Supplied entries
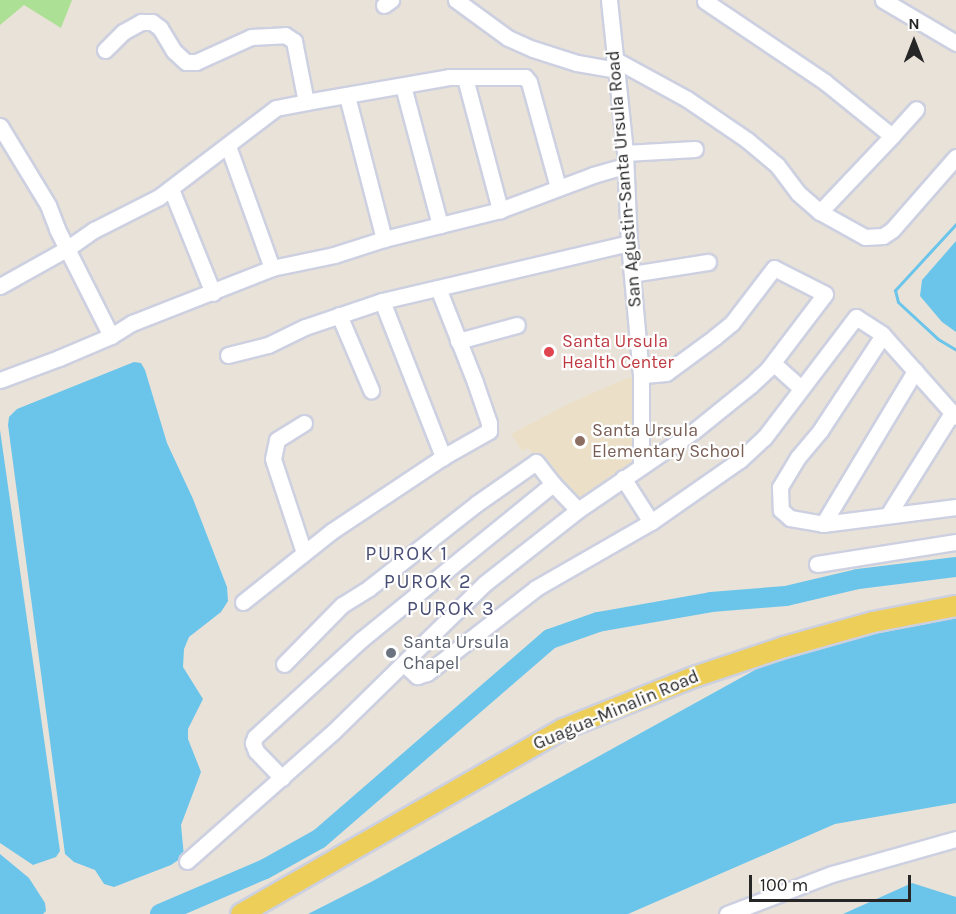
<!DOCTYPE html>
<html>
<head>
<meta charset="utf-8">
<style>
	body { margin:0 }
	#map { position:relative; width:956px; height:914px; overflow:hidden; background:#e9e2d8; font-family:Karla,sans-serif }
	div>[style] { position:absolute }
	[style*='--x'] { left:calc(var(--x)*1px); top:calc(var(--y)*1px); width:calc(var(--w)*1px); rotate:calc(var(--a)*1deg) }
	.education>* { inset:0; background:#ebe0c7 }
	.green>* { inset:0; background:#ace094 }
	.water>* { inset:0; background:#6bc5eb }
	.stream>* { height:3px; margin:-1.5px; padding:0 1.5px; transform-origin:1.5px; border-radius:1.5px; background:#6bc5eb }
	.river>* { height:20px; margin:-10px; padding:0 10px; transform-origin:10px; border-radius:10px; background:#6bc5eb }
	.roads { filter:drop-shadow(2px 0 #cdd0e0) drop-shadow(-2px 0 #cdd0e0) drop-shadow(0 2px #cdd0e0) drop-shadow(0 -2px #cdd0e0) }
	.minor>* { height:15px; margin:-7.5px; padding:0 7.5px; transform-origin:7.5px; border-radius:7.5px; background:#fff }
	.major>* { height:20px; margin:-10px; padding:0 10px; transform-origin:10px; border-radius:10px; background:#ecce59 }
	.dots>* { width:16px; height:16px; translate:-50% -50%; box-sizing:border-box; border:3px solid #fff; border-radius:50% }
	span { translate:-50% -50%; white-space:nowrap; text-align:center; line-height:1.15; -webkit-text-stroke:4.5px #fff; paint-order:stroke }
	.street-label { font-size:18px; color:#262626 }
	.health-label { font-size:18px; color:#be3a42 }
	.left { translate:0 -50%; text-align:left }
	.education-label { font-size:18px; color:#785e54 }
	.worship-label { font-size:18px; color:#5b616d }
	.neighbourhood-label { font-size:20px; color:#494f75; letter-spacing:1.5px }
	.north { position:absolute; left:884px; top:12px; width:60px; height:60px; -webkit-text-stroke:4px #fff; paint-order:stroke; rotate:0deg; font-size:16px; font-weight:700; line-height:24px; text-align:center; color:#262626 }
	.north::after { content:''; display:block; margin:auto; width:21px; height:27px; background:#262626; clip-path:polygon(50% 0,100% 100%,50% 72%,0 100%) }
	.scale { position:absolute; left:749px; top:875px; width:162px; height:27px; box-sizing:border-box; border:3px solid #262626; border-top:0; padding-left:8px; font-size:18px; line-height:21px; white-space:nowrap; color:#262626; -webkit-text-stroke:4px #fff; paint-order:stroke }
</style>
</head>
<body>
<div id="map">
	<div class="education">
		<i style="clip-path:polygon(644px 375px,644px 462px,579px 506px,552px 479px,528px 448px,522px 451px,511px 434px,570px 403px,625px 379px)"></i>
	</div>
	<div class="green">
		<i style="clip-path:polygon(0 0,72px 0,61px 28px,24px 5px,0 25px)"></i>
	</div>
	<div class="water">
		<i style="clip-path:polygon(956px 241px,956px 332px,942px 322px,920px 296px,922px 280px)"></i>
		<i style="clip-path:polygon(134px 362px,141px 363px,145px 370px,167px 443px,193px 499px,227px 587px,228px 601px,221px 612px,189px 637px,184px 649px,183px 667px,203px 699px,188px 729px,188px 739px,201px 772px,181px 825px,184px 856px,171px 865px,114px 887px,104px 884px,95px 870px,74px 862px,65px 854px,8px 425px,9px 417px,17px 409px)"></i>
		<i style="clip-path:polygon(0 430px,60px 851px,56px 857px,33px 865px,0 843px)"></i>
		<i style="clip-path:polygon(956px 612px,956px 803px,835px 824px,628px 914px,308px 914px,371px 882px,793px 649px)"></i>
		<i style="clip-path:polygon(0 854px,29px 878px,45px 903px,46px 911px,43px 914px,0 914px)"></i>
		<i style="clip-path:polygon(912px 883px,956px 897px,956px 914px,843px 914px)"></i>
	</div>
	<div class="stream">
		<i style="--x:956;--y:224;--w:90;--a:132.7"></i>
		<i style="--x:895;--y:290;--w:12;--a:76"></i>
		<i style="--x:898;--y:302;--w:54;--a:42.8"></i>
		<i style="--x:938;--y:339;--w:21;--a:31"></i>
	</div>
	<div class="river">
		<i style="--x:160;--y:914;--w:114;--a:-23.2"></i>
		<i style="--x:265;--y:869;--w:62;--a:-29.1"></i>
		<i style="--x:319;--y:839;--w:306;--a:-40.9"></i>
		<i style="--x:550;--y:639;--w:51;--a:-19.5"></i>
		<i style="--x:598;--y:622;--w:115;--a:-10"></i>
		<i style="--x:711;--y:602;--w:75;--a:-4.6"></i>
		<i style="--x:786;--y:596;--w:74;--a:-13.3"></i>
		<i style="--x:858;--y:579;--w:99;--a:-7"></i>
	</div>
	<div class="roads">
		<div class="minor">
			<i style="--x:456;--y:0;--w:64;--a:36.2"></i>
			<i style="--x:508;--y:38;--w:27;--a:24"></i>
			<i style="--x:533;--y:49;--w:46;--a:17.7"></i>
			<i style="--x:577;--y:63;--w:40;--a:10"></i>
			<i style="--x:609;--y:0;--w:154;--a:84"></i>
			<i style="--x:625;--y:153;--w:90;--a:87.5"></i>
			<i style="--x:629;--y:243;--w:133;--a:84.8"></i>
			<i style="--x:641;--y:375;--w:90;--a:90"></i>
			<i style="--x:883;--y:0;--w:85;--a:30.5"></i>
			<i style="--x:705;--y:1;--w:145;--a:34"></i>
			<i style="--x:825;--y:82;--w:86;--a:38.9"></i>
			<i style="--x:892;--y:136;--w:105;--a:133.5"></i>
			<i style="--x:384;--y:5;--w:9;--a:-36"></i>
			<i style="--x:105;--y:50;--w:25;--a:-45"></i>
			<i style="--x:123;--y:32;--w:21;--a:-29"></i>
			<i style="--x:141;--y:22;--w:11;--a:0"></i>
			<i style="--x:152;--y:22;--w:10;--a:37"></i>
			<i style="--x:160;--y:28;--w:27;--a:59"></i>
			<i style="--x:174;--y:51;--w:16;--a:43"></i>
			<i style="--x:186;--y:62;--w:10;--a:0"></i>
			<i style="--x:196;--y:62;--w:60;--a:-24.4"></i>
			<i style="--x:251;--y:37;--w:34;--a:-3"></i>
			<i style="--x:285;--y:35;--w:11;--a:34"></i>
			<i style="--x:294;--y:41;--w:62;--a:78.9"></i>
			<i style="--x:614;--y:59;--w:83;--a:28.7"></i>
			<i style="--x:687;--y:99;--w:73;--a:34.3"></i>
			<i style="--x:747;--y:140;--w:39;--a:40"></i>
			<i style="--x:777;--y:165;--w:35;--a:53"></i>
			<i style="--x:798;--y:193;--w:29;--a:41"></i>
			<i style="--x:820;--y:212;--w:51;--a:29.1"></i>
			<i style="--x:865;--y:237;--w:18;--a:-3"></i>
			<i style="--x:883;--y:236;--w:11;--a:-34"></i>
			<i style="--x:892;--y:230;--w:97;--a:-48.8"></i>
			<i style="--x:465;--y:78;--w:137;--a:75.1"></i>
			<i style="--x:403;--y:86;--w:144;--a:75.1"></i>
			<i style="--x:347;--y:96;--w:148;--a:75.5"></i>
			<i style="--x:0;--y:126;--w:92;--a:58.7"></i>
			<i style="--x:48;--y:205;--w:26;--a:69"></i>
			<i style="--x:57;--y:229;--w:120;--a:63.2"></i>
			<i style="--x:892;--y:136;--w:36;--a:-48"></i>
			<i style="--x:228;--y:146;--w:130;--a:70.2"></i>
			<i style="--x:625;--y:153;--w:70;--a:-3.3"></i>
			<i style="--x:171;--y:189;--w:112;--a:68"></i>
			<i style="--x:632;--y:274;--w:77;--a:-9"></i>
			<i style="--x:0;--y:286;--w:78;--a:-29.2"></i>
			<i style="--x:68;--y:248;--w:32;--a:-35"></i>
			<i style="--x:94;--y:230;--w:73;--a:-26.9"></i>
			<i style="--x:159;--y:197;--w:147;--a:-37.3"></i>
			<i style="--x:276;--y:108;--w:31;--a:-11"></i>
			<i style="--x:306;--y:102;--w:145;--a:-9.9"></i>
			<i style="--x:449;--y:77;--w:76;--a:0"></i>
			<i style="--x:525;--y:77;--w:6;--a:51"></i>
			<i style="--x:529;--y:82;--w:109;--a:74.6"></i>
			<i style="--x:382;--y:301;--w:168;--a:68.6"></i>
			<i style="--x:339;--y:315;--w:82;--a:66.9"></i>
			<i style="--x:883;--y:335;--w:115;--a:123.3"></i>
			<i style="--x:820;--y:431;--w:34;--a:130"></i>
			<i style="--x:798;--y:457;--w:35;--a:121"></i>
			<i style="--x:780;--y:487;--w:23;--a:88"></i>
			<i style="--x:781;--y:510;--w:12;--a:42"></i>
			<i style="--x:790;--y:518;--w:34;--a:10"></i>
			<i style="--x:823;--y:524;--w:134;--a:-7.3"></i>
			<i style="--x:458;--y:341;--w:61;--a:-15.2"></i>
			<i style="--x:228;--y:355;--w:41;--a:-14"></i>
			<i style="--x:268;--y:345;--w:41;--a:-25.9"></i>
			<i style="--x:305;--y:327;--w:81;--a:-18.7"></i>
			<i style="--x:382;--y:301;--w:254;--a:-13.2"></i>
			<i style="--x:773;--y:363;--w:38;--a:42"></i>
			<i style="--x:0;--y:380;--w:63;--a:-20.4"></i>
			<i style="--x:59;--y:358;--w:56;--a:-22.9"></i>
			<i style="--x:111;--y:336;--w:25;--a:-32"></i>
			<i style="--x:132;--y:323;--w:150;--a:-21.4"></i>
			<i style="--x:272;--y:268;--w:63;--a:-11.8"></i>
			<i style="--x:334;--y:255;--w:52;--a:-17.7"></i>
			<i style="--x:384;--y:239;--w:120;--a:-14"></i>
			<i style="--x:500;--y:210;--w:99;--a:-20.6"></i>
			<i style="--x:593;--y:175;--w:33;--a:-16"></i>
			<i style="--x:304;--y:423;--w:32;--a:148"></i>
			<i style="--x:277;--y:440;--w:19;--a:102"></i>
			<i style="--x:273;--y:459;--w:99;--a:71.7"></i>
			<i style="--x:623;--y:478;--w:52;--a:57.5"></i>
			<i style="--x:888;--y:515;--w:120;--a:-57.9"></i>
			<i style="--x:823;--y:524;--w:179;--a:-59"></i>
			<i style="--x:817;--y:564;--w:141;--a:-9"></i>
			<i style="--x:243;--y:602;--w:114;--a:-38.6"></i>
			<i style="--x:332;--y:531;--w:133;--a:-33.7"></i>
			<i style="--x:443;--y:457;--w:53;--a:-29.5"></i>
			<i style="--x:489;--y:431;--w:8;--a:-90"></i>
			<i style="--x:489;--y:423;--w:43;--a:-108.9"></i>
			<i style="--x:475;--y:382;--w:101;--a:-111.5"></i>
			<i style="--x:284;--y:664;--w:83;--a:-45.5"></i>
			<i style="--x:342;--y:605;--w:32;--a:-32"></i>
			<i style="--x:369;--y:588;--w:136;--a:-38.1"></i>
			<i style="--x:476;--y:504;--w:73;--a:-35"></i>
			<i style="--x:536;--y:462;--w:28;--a:52"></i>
			<i style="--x:553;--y:484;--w:36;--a:46"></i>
			<i style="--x:578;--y:510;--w:140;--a:-34.3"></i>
			<i style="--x:694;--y:431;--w:73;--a:-38.9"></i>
			<i style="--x:751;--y:385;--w:23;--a:-43"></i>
			<i style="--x:768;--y:369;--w:94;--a:-52.8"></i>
			<i style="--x:825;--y:294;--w:57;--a:-153"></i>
			<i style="--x:774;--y:268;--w:69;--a:127.4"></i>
			<i style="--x:732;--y:323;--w:22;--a:141"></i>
			<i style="--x:715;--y:337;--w:61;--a:143.7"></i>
			<i style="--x:666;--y:373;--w:25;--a:175"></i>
			<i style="--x:404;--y:664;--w:18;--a:43"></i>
			<i style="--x:417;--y:676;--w:10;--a:-17"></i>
			<i style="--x:427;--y:673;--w:138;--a:-37.9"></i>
			<i style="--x:536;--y:588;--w:133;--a:-29.9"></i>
			<i style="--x:651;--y:522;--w:108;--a:-34.9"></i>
			<i style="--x:740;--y:460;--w:33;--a:-43"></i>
			<i style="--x:764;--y:438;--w:152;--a:-52.8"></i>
			<i style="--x:856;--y:317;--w:31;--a:33"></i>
			<i style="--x:882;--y:334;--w:111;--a:48.3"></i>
			<i style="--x:282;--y:778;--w:37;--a:-134"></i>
			<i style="--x:256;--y:751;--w:9;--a:-111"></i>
			<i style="--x:253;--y:743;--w:6;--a:-72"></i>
			<i style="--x:255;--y:737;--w:145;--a:-42.5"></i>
			<i style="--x:362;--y:639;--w:246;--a:-39.1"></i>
			<i style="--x:187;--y:861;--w:195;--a:-41.5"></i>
			<i style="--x:333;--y:732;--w:211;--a:-44.4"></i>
			<i style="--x:484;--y:584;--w:120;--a:-38.2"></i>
			<i style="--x:727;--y:914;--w:112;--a:-20.9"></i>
			<i style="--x:832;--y:874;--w:129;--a:-15.8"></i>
		</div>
		<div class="major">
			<i style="--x:241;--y:914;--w:371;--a:-29.9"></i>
			<i style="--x:563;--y:729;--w:141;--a:-21.7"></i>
			<i style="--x:694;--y:677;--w:95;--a:-18.4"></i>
			<i style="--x:784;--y:647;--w:92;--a:-15.7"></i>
			<i style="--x:873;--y:622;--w:85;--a:-10.9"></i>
		</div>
	</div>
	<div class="dots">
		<i style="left:549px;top:352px;background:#e0444e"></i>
		<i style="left:580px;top:441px;background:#8d6e63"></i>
		<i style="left:391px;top:653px;background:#6b7280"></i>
	</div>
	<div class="street-label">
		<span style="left:624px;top:179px;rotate:-95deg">San Agustin-Santa Ursula Road</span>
		<span style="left:616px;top:710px;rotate:-23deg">Guagua-Minalin Road</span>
	</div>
	<div class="health-label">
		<span class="left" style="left:562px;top:352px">Santa Ursula<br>Health Center</span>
	</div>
	<div class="education-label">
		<span class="left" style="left:592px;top:441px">Santa Ursula<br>Elementary School</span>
	</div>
	<div class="worship-label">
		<span class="left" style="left:403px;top:653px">Santa Ursula<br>Chapel</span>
	</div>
	<div class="neighbourhood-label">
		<span style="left:407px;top:553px">PUROK 1</span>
		<span style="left:428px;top:581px">PUROK 2</span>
		<span style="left:451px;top:608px">PUROK 3</span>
	</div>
	<div class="north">N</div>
	<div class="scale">100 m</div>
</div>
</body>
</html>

What you have to do
Print out the entries above word for word from the first line to the line containing "filter:drop-shadow(2px 0 #cdd0e0)", both included, omitting the pictures.

Answer for this exercise
<!DOCTYPE html>
<html>
<head>
<meta charset="utf-8">
<style>
	body { margin:0 }
	#map { position:relative; width:956px; height:914px; overflow:hidden; background:#e9e2d8; font-family:Karla,sans-serif }
	div>[style] { position:absolute }
	[style*='--x'] { left:calc(var(--x)*1px); top:calc(var(--y)*1px); width:calc(var(--w)*1px); rotate:calc(var(--a)*1deg) }
	.education>* { inset:0; background:#ebe0c7 }
	.green>* { inset:0; background:#ace094 }
	.water>* { inset:0; background:#6bc5eb }
	.stream>* { height:3px; margin:-1.5px; padding:0 1.5px; transform-origin:1.5px; border-radius:1.5px; background:#6bc5eb }
	.river>* { height:20px; margin:-10px; padding:0 10px; transform-origin:10px; border-radius:10px; background:#6bc5eb }
	.roads { filter:drop-shadow(2px 0 #cdd0e0) drop-shadow(-2px 0 #cdd0e0) drop-shadow(0 2px #cdd0e0) drop-shadow(0 -2px #cdd0e0) }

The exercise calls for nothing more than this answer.